In June 2010 police arrested Borojevic: the charges against him and four colleagues included running a criminal conspiracy in cancer drugs from 2007 to 2009. The indictment said that the alleged scheme, whereby drug company representatives gave inducements to the doctors to use their companies’ products, had increased sales of a number of generic chemotherapy medicines as well as branded cancer medicines including Roche Holding AG’s Avastin and Erbitux, made by Merck KGaA of Germany.

For Borojevic, the alleged gains were significant, especially in a country whose GDP per capita the IMF puts at just $6,500 a year. In total, he was accused of receiving a total of 11.2 million dinars ($138,000) in kickbacks from drug companies.

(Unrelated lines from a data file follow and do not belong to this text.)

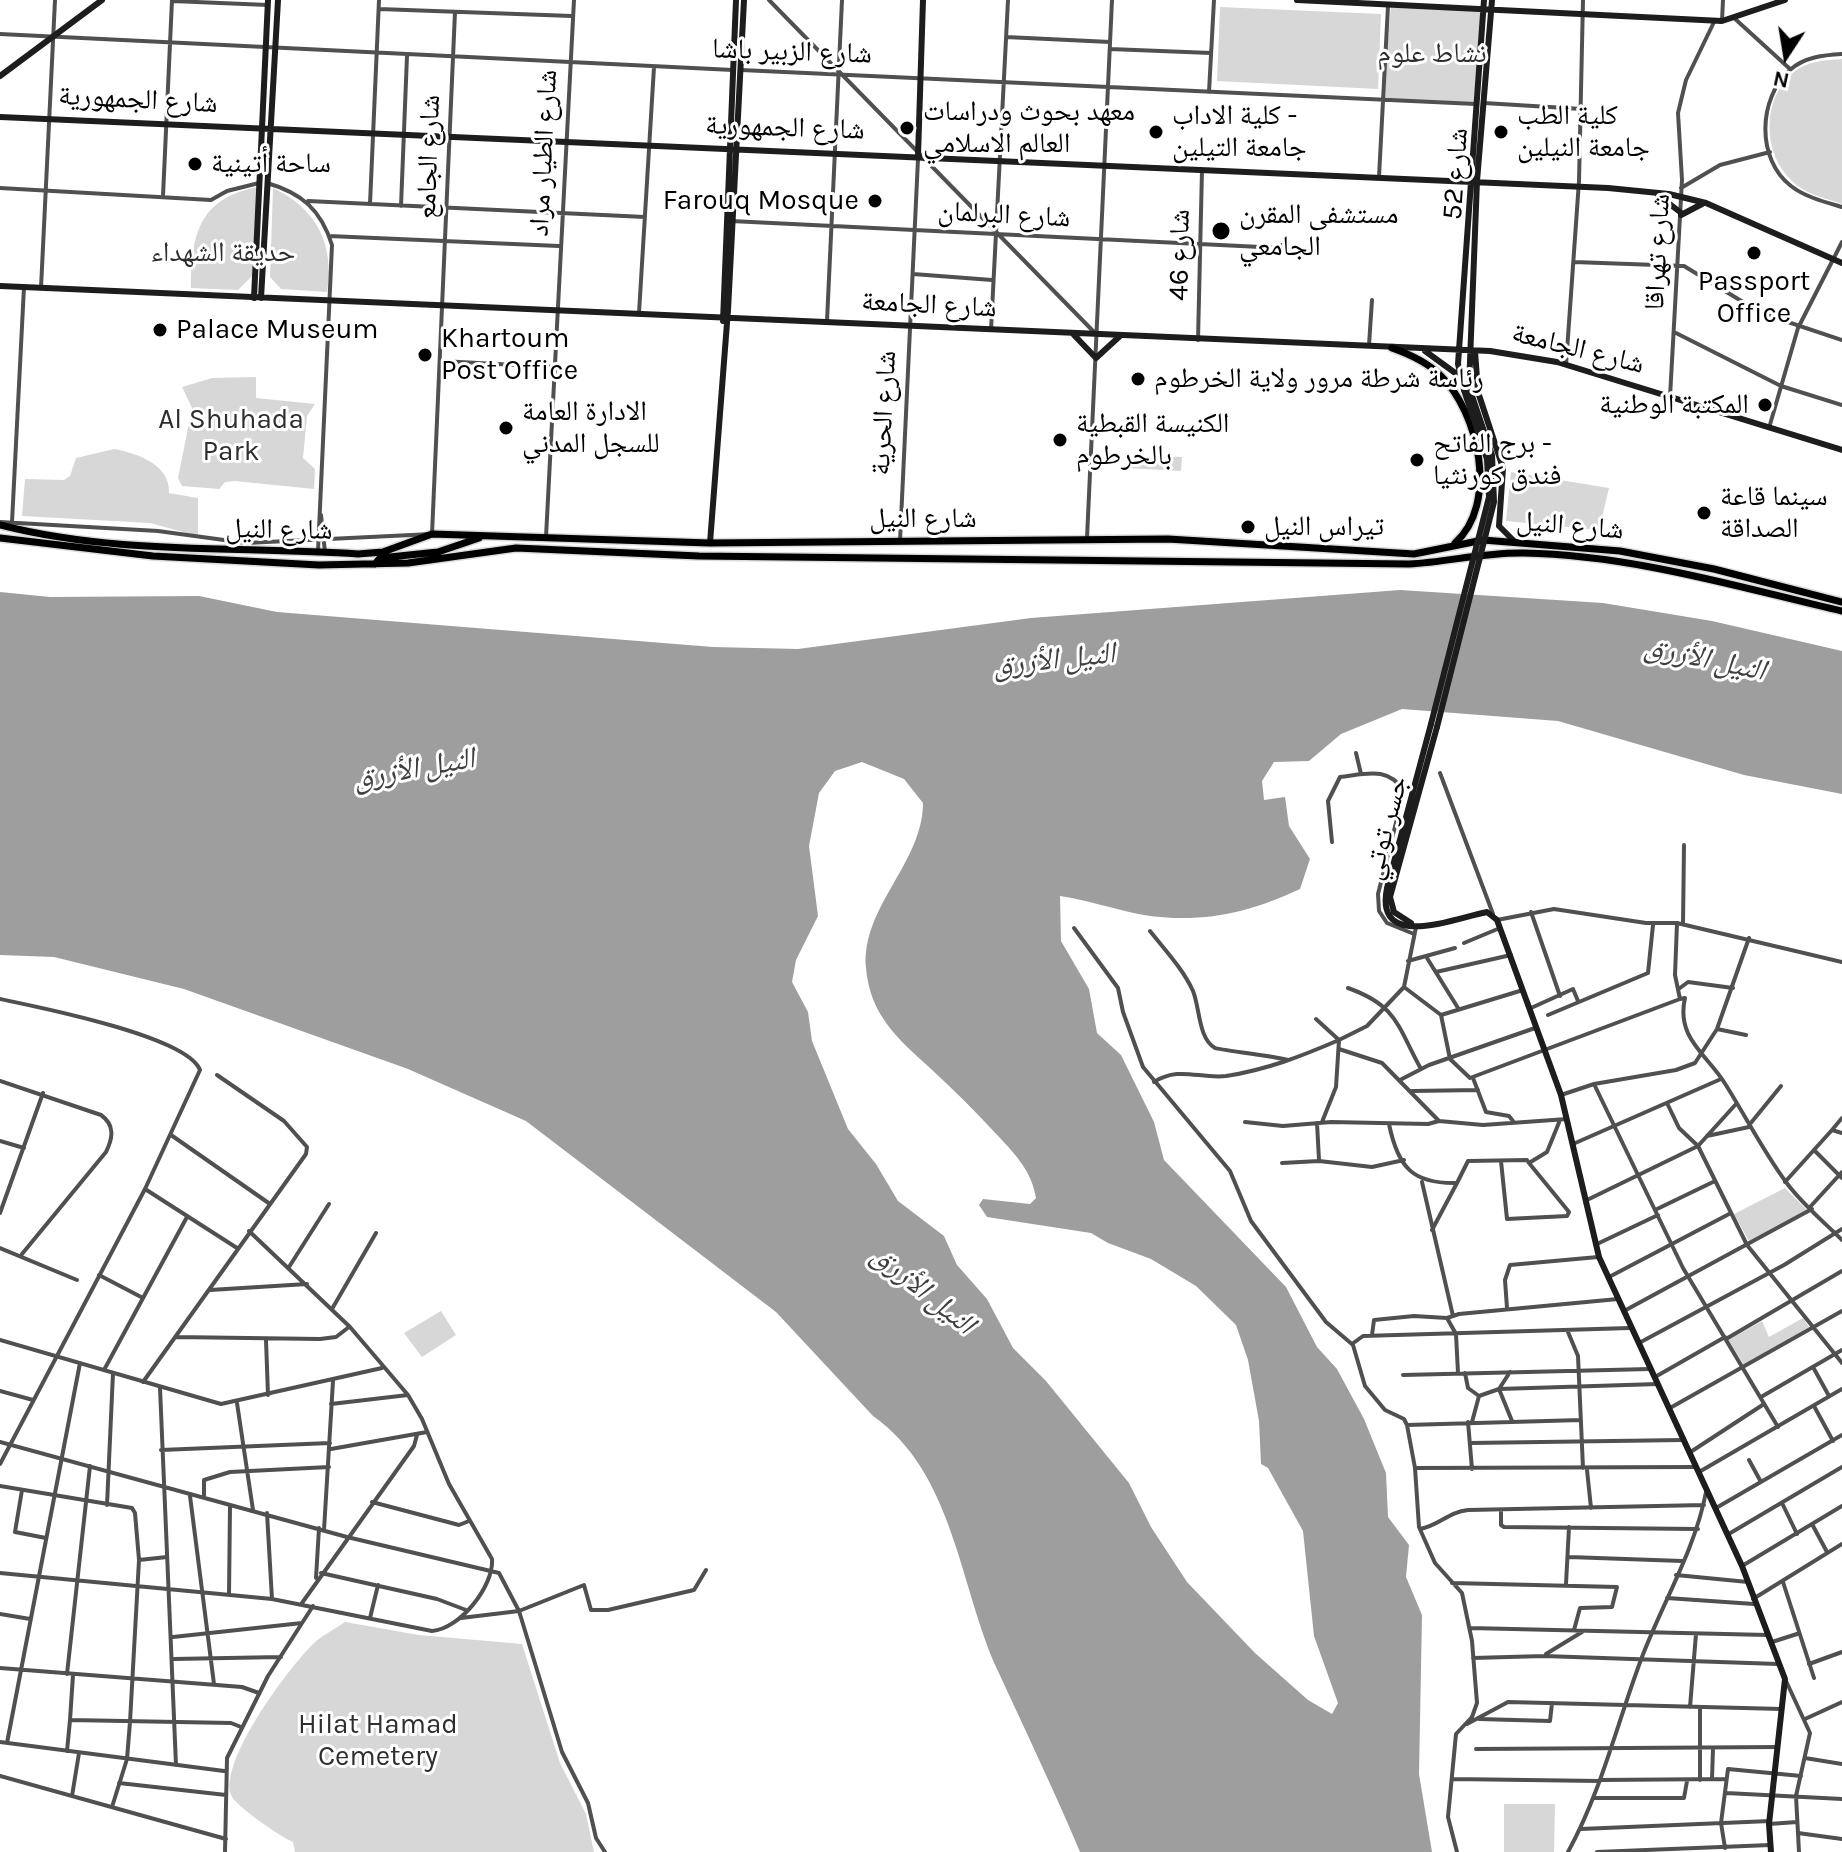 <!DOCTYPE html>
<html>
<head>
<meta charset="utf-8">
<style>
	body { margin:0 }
	#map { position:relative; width:1842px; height:1852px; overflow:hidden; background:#fff; font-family:Karla,sans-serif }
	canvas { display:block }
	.north { position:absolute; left:1746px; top:16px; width:80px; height:80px; -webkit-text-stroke:6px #fff; paint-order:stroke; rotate:192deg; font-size:22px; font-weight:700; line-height:32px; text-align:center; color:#000 }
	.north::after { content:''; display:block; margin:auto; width:28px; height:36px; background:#000; clip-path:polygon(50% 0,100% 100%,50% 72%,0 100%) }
</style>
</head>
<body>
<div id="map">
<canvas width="1842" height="1852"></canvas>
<div class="north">N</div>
</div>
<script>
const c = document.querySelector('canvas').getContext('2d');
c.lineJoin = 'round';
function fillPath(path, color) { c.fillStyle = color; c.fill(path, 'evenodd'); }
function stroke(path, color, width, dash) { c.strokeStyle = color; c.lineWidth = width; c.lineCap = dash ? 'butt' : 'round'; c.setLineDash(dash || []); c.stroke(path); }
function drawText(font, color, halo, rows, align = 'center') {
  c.font = font + ' Karla,"Noto Naskh Arabic",sans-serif'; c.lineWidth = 6; c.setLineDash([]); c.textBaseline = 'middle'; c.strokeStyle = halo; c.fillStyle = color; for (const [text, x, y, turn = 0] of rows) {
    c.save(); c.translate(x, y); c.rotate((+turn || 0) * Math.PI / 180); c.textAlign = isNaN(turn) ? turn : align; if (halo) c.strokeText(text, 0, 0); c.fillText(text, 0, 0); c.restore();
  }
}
fillPath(new Path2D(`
	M1391,5L1482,12L1474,102L1383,99Z
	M1220,7L1381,14L1378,89L1217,81Z
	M1842,59V204C1825,198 1805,194 1792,181C1762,154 1761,97 1795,71C1809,61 1825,60 1842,59Z
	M258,187L252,276L238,290L191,288C191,235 199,198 258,187Z
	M273,188C316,208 335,244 327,292L281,289L270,277Z
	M256,377V398L315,404L307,416L303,458L315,469L314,489L235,481L225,482L219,489L182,486L178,478L192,408L182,387L212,378Z
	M114,449C137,453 171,465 169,493L198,498V536L150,523L22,516L25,479L64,480L70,476L76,458Z
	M1126,455L1182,457L1181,471L1126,468Z
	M1511,472L1609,488L1599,530L1506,521Z
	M1785,1188L1807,1210L1749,1241L1734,1214Z
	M441,1311L456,1335L422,1357L404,1333Z
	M1803,1318L1809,1327L1744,1365L1728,1340L1762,1321L1769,1337Z
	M345,1622L419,1635L522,1644L560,1763L586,1814L594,1852H295L293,1842C281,1837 234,1805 231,1795C219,1761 289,1667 314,1643C323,1635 335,1629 345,1622Z
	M1504,1804H1555L1554,1852H1504Z`), '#d7d7d7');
fillPath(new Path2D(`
	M1400,590L1603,603L1712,621L1842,651V794L1744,775L1558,721L1402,709L1341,734L1309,761L1274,762L1262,781L1264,800L1285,797L1289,826L1310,859L1300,889C1249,913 1201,924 1144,915C1116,910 1088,900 1060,896L1061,941L1089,989L1097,1033L1121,1055L1154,1122L1164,1160L1286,1287L1317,1347L1337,1369L1364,1419L1386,1473L1388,1517L1409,1545L1406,1577L1422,1615L1419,1774L1432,1852H1080C1054,1790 1025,1730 997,1669C959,1585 954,1473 873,1416L776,1312L526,1121L408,1069L184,989L54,957L0,955V592L50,597L199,596L277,612L713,647L798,649L1031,618ZM862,762L904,779L923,803C923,863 861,907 866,968C870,1015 898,1039 930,1068C954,1090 977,1113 999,1137C1016,1155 1032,1172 1036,1198L1030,1204L983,1199L979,1205L987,1217L1091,1233L1108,1243L1151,1259L1196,1286L1236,1325L1248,1360L1259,1421L1261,1464L1268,1468L1303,1531L1314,1636L1338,1703L1332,1714L1308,1700L1255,1653L1187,1582L1151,1527L1129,1483L1046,1381L1013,1348L987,1299L957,1265L944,1236L898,1201L876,1164L848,1129L812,1041L808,1012L792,982L796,960L818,916L809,846L819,793L835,771Z`), '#9e9e9e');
const primary = new Path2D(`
	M1392,348C1409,354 1427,362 1440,375C1479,412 1499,504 1455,543
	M0,525C116,555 239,546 358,554L383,552L432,534L710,543L1168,539L1414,554L1483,540L1620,551L1714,569L1842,602
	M0,538L153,556L319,565L408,563L516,548L699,556L1409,564C1448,562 1485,552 1524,553C1632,555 1738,587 1842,611
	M375,564L380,558L438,552L479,538`);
stroke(primary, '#dbdbdb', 10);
stroke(new Path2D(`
	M769,0L1095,333
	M172,1L268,5
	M379,9L572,16
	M1733,17L1790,69
	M1722,21L1723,0
	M0,34L733,70
	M1006,37L1110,42
	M1110,49L1211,53
	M1842,54C1824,55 1804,57 1790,70C1758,98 1756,159 1791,186C1805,197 1825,202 1842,207
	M741,70L1476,104
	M1209,92L1214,0
	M1484,103L1582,109
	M1379,177L1388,6
	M267,183C302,193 321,210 332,245L318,551
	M0,188L211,200L227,191L259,183
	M1681,188L1720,165L1770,152
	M163,196L172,0
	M308,201L645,217
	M370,204L379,0
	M401,206L407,56
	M731,221L1281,248L1282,245
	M329,236L559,246
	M1574,262L1684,266L1761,313L1842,340
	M913,274L992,280
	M41,288L55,0
	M639,313L654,67
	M827,321L842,0
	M991,330L1008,0
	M1676,333L1781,386L1842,405
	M1198,340L1202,170
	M1369,345L1372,300
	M441,361L553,367
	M1566,365L1579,181L1583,0
	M1670,397L1682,180L1678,113L1686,80L1715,20
	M1769,428L1798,328L1842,242
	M321,515L325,552
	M0,522L158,531L246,543L432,534L455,12
	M12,522L24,287
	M546,537L574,0
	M1087,538L1112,0
	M900,541L918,159
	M1356,753L1361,774
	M1440,773L1493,914
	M1332,842L1328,801L1340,777C1366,774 1388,766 1404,791L1378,894L1379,911L1387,923L1414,934
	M1531,912L1560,996
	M1497,920L1554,909L1646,923H1677L1842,962
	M1677,923L1675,975L1680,999L1685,998C1676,1037 1705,1053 1724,1082C1745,1115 1763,1151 1786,1182C1801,1203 1824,1222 1842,1240
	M1683,924L1684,845
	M1416,927L1404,987L1441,1015L1450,1059L1470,1078L1680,999
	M1074,928L1118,988L1123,1012L1143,1067L1230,1171L1251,1221L1326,1322L1353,1345L1365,1386L1385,1410L1404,1419L1407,1425L1415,1468L1419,1527L1435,1563L1462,1593L1472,1641L1477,1703L1472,1717L1456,1734L1448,1817L1457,1852
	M1150,931C1165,950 1183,969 1193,991C1200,1008 1198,1038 1215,1048C1220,1050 1275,1056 1288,1060
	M1464,943L1500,928
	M1427,958L1458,1008
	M1408,961L1455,948
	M1436,972L1511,955
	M1348,988C1398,1006 1397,1026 1421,1069
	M1680,988L1688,982L1733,988
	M0,999C38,1007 187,1036 200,1070L145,1189L0,1464
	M1531,1008L1573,989L1578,1001
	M1441,1015L1523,990
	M1548,1015L1648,973L1653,925
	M1717,1029L1746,1035
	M1339,1049L1382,1063L1439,1121
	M1473,1078L1486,1112L1509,1116L1513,1121
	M1400,1080L1429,1065L1535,1028
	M0,1081L101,1115C115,1125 113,1138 106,1152L22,1254
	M1154,1082C1179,1066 1199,1079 1226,1076C1266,1070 1302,1056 1339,1040L1316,1019
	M1594,1084L1683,1268L1778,1427
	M1412,1091L1478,1090
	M1561,1095L1594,1084L1676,1070L1695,1063L1717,1029L1749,938
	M1667,1103L1679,1128L1698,1146L1747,1245L1842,1363
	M1245,1122L1283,1126L1331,1122L1428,1124L1439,1121L1483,1125L1567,1119
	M1322,1122L1336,1087L1339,1040L1367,1026L1404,987
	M1317,1123L1319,1160
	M1389,1124C1398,1168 1413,1184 1457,1183L1468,1161L1527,1160L1529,1163L1547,1152L1560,1120
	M1750,1124L1781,1086
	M1832,1130L1842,1118
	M171,1135L270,1204
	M1707,1136L1749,1127
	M0,1141L24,1148
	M1573,1144L1721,1079
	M1815,1151L1842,1178
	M1501,1161L1507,1219L1567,1216L1569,1212L1529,1163
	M1282,1163L1319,1161L1372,1167L1404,1160
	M1422,1182L1453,1316
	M1785,1182L1832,1130L1842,1133
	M145,1189L237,1248
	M1587,1200L1698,1146L1736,1104
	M1810,1207L1842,1172
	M1655,1210L1713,1182
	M0,1213L43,1093
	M1432,1230L1457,1183
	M1597,1244L1658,1215
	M0,1248L77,1280
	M289,1267L329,1204
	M99,1275L143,1298
	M1609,1277L1731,1213
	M210,1290L307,1284
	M1507,1308L1505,1280L1510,1265L1598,1257
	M332,1309L376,1233
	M1624,1311L1812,1209
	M1447,1318L1456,1334L1458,1373
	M1568,1332L1578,1356L1583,1468
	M1372,1335L1374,1320L1414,1316L1447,1318L1459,1314L1618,1299
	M175,1337L320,1339L336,1337L349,1327
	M1726,1339L1842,1271
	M0,1340L221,1404L382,1368
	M266,1340L268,1395
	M1639,1343L1784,1265L1842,1229
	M1352,1344L1363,1336L1630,1328
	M1813,1367L1829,1396
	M104,1370L187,1217
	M1465,1373L1468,1388L1479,1396
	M1403,1375L1650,1369
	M1655,1377L1725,1337
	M143,1382L306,1154L307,1147L284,1121L217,1075
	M160,1388L176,1765
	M0,1391L33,1400
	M1761,1397L1842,1350
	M237,1403L253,1510
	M331,1404L408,1395
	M1814,1406L1833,1441
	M1670,1408L1842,1311
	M1512,1421L1499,1389L1658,1384
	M1468,1422L1472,1469
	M1472,1422L1479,1396L1499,1389L1510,1372
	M1407,1425L1581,1420
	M0,1442L347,1537L499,1573L519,1611L562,1752L588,1803L596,1838L605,1852
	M1470,1443L1683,1440
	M331,1449L427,1432
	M161,1450L330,1443
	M1689,1453L1764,1404
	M1749,1460L1761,1482
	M1415,1468L1694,1467
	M1587,1470L1591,1508
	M1699,1472L1842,1389
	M0,1486L132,1508L135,1513L139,1560L130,1722L127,1759L112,1807
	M22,1490L15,1532L46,1538
	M190,1496L214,1684
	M204,1498V1480L230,1472L329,1467
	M372,1502L459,1525L469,1521
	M107,1505L113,1373
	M1783,1505L1797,1534
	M1716,1508L1842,1435
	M1501,1510V1525L1504,1527L1698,1529
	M267,1513L272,1599
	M1812,1524L1827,1552
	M1420,1529C1440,1525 1448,1512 1468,1510L1704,1505
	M324,1530L333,1381
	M1727,1535L1842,1467
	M1569,1557L1682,1561
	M139,1560L167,1557
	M1742,1566L1842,1506
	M0,1573L272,1599L432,1631C460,1629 494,1586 492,1559L449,1484L422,1419L408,1395L350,1327L249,1231
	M321,1573L437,1599L466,1610
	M1676,1575L1748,1582
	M316,1578L319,1528
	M1783,1582L1814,1678
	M1452,1583L1617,1587L1612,1607L1580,1608L1574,1630
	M1566,1584L1569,1527
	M229,1595L230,1506
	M1667,1598L1754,1604
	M1753,1599L1842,1544
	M302,1603L414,1446L417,1435
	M0,1614L30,1619
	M370,1618L378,1585
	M461,1618L519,1611L584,1585L591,1610H608L694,1590L706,1570
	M1470,1628L1767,1635
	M173,1637L302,1623
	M1772,1642L1797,1634
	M1546,1654L1582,1632
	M1473,1658L1544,1656L1778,1664
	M174,1659L281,1657
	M1809,1664L1842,1652
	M0,1668L242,1687L259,1693
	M67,1674L90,1466
	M1786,1681L1810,1733L1796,1796L1799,1852
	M1690,1707L1696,1634
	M1700,1708V1780
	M1479,1719L1550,1721L1552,1703
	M1805,1719L1842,1702
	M70,1720L73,1675
	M1467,1724L1508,1702L1782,1709
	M0,1742L224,1771
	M7,1743L80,1363
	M1476,1749L1778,1747
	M67,1751L70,1720L231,1723L241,1727
	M1805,1758L1842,1764
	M0,1776L226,1839
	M1453,1779L1600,1781
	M1712,1779L1713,1748
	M1600,1780L1725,1779
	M119,1783L226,1795
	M1726,1793L1842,1799
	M72,1796L79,1753
	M1593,1798H1684L1687,1781
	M1769,1824L1797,1822
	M1581,1829L1770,1821
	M1798,1833L1842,1839
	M1725,1848L1721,1823L1728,1769L1801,1776
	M225,1852L227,1758L268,1676L313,1606
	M1568,1852C1602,1790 1617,1723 1642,1657C1663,1602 1695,1550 1706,1492
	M1597,1852L1770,1845`), '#505050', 4);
stroke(new Path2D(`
	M1297,0L1722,21L1785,0
	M0,76L102,0
	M0,117L1608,188L1669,194L1706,203L1842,263
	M918,156L923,0
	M1658,195L1680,212
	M1681,215L1702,204
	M0,286L1490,351L1557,362L1842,450
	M254,298L268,0
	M261,298L278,0
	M723,321L736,0
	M1074,335L1096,358L1120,336
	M1425,351L1458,375
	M1475,351L1478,392L1503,468L1499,526L1515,542
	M1469,387L1477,181L1492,0
	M1464,390L1458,364L1484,0
	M710,543L728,310L744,0
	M1431,724L1387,888C1374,952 1455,918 1487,912L1497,920L1561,1095L1599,1257L1742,1566L1785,1679L1769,1824L1771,1852
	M1411,923L1394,912L1390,897L1437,727`), '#1d1d1d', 6);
stroke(primary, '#000', 7);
stroke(new Path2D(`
	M1431,724L1489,497L1487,459L1464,390
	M1437,727L1494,502L1492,455L1469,387`), '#1d1d1d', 6);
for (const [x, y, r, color] of [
	[907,128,8,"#000"],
	[1156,132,8,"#000"],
	[1501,132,8,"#000"],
	[195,164,8,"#000"],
	[875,201,8,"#000"],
	[1221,231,10,"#000"],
	[1754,253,8,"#000"],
	[160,330,8,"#000"],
	[425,355,8,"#000"],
	[1138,379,8,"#000"],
	[1765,405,8,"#000"],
	[506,428,8,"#000"],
	[1060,440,8,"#000"],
	[1417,460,8,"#000"],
	[1704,513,8,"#000"],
	[1248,527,8,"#000"]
]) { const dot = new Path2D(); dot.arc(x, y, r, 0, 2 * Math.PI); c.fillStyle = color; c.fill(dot); stroke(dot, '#fff', 3); }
drawText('28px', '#000', '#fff', [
	["شارع الزبير باشا",792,52,2],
	["شارع الجمهورية",138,100,3],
	["شارع الجمهورية",785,128,2],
	["شارع الطيار مراد",544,153,-87],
	["شارع الجامع",429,157,-88],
	["شارع 52",1456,174,-86],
	["شارع البرلمان",1004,215,3],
	["شارع تهراقا",1658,252,-87],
	["شارع 46",1180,255,-89],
	["شارع الجامعة",929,305,3],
	["شارع الجامعة",1578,349,14],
	["شارع الحرية",884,413,-87],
	["شارع النيل",923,519],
	["شارع النيل",1570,526,5],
	["شارع النيل",279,530,1],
	["جسر توتي",1386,828,-75]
]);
drawText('28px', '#2e2e2e', '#fff', [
	["نشاط علوم",1432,54],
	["حديقة الشهداء",223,253],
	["Al Shuhada",231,420],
	["Park",231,452],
	["Hilat Hamad",378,1725],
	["Cemetery",378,1757]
]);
drawText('28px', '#000', '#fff', [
	["معهد بحوث ودراسات",923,112],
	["العالم الاسلامي",923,144],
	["كلية الاداب -",1172,116],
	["جامعة التيلين",1172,148],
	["كلية الطب",1517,116],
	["جامعة النيلين",1517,148],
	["ساحة أتينية",211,164],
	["Farouq Mosque",859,201,"right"],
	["مستشفى المقرن",1239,215],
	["الجامعي",1239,247],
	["Passport",1754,282,"center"],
	["Office",1754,314,"center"],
	["Palace Museum",176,330],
	["Khartoum",441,339],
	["Post Office",441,371],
	["رئاسة شرطة مرور ولاية الخرطوم",1154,379],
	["المكتبة الوطنية",1749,405,"right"],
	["الادارة العامة",522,412],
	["للسجل المدني",522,444],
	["الكنيسة القبطية",1076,424],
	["بالخرطوم",1076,456],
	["برج الفاتح -",1433,444],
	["فندق كورنثيا",1433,476],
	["سينما قاعة",1720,497],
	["الصداقة",1720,529],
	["تيراس النيل",1264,527]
], 'left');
drawText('italic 30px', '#3f3f3f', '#fff', [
	["النيل الأزرق",1705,659,12],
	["النيل الأزرق",1054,660,-6],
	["النيل الأزرق",414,769,-10],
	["النيل الأزرق",923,1290,39]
]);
</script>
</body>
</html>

Officials at drugs companies AstraZeneca Plc, Sanofi SA and Actavis confirmed they were served in July and August 2011 with criminal indictments related to allegedly improper payments to physicians including Borojevic at his state-run institute, and said they had filed certain procedural objections. Icelandic pharmaceutical company Actavis gave the most expansive statement: “The allegations include bribery of state officials in order to obtain preferential status when it comes to the sale of oncology products in Serbia,” said the company, which moved its headquarters to Zug, Switzerland in 2011.

All declined further comment on the proceedings. Also charged with alleged bribery in the case were representatives of Roche, Merck KGaA and PharmaSwiss – a unit of Canada’s Valeant Pharmaceuticals International Inc – all of whom declined to comment.

Reps take the rap

In one instance, the police allege, Borojevic and his colleague Zoran Bekic, head of the Institute for Oncology and Radiology’s pediatric oncology ward, received 95,000 euros from Goran Orlic, a representative for Actavis. Orlic allegedly paid the men for inside information about its business plans.

The Actavis representative received immunity from prosecution in exchange for his testimony ahead of the trial, the court said in a statement. Actavis said Orlic left the company in 2009. Neither Bekic, the pediatrician, or his lawyer would comment. Orlic could not be reached.

Another of those charged was Merck KGaA’s representative, Jasmina Gutovic. She reached a plea bargain with prosecutors and admitted giving bribes, according to the judge who heard her case. While Gutovic was convicted, the court will not say what punishment she received while the rest of the case is being heard. Merck KGaA confirmed she left the company in June 2011 and she could not be reached for comment.

The indictment against Borojevic also states that he and colleagues did a deal with unnamed drug company sales staff to develop “new therapeutic applications” using their companies’ drugs, as a way of further boosting sales of the products. In the months before his death, Borojevic was portrayed in Serbian media as a poisoner of children, based on suggestions in the media that he had overprescribed.

Borojevic was released on bail in November 2011. He repeatedly denied all the charges against him, saying he was the victim of a media witch hunt. “Nothing is true from the indictment,” he said in a statement in May 2011.

His lawyer, Strahinja Kastratovic, said that the day before Borojevic killed himself, he had learned the apartment he had bought with his estranged wife would be seized by the court. “He said, ‘I can’t take this anymore, I don’t know how to fight this or against whom I’m supposed to be fighting,'” said Kastratovic. He declined to elaborate.

Temptations increase

Corruption is rife in Serbia, which is ranked 86th out of 183 countries in Berlin-based Transparency International’s corruption perceptions index. The drugs business is particularly exposed to corruption, Transparency International says: pharmaceuticals create vast opportunities for graft across both rich and poor countries. Its 2011 Bribe Payers’ Index ranks pharmaceuticals and healthcare 13th out of 19 industries on probity – a lower ranking than defense firms, though above mining and construction.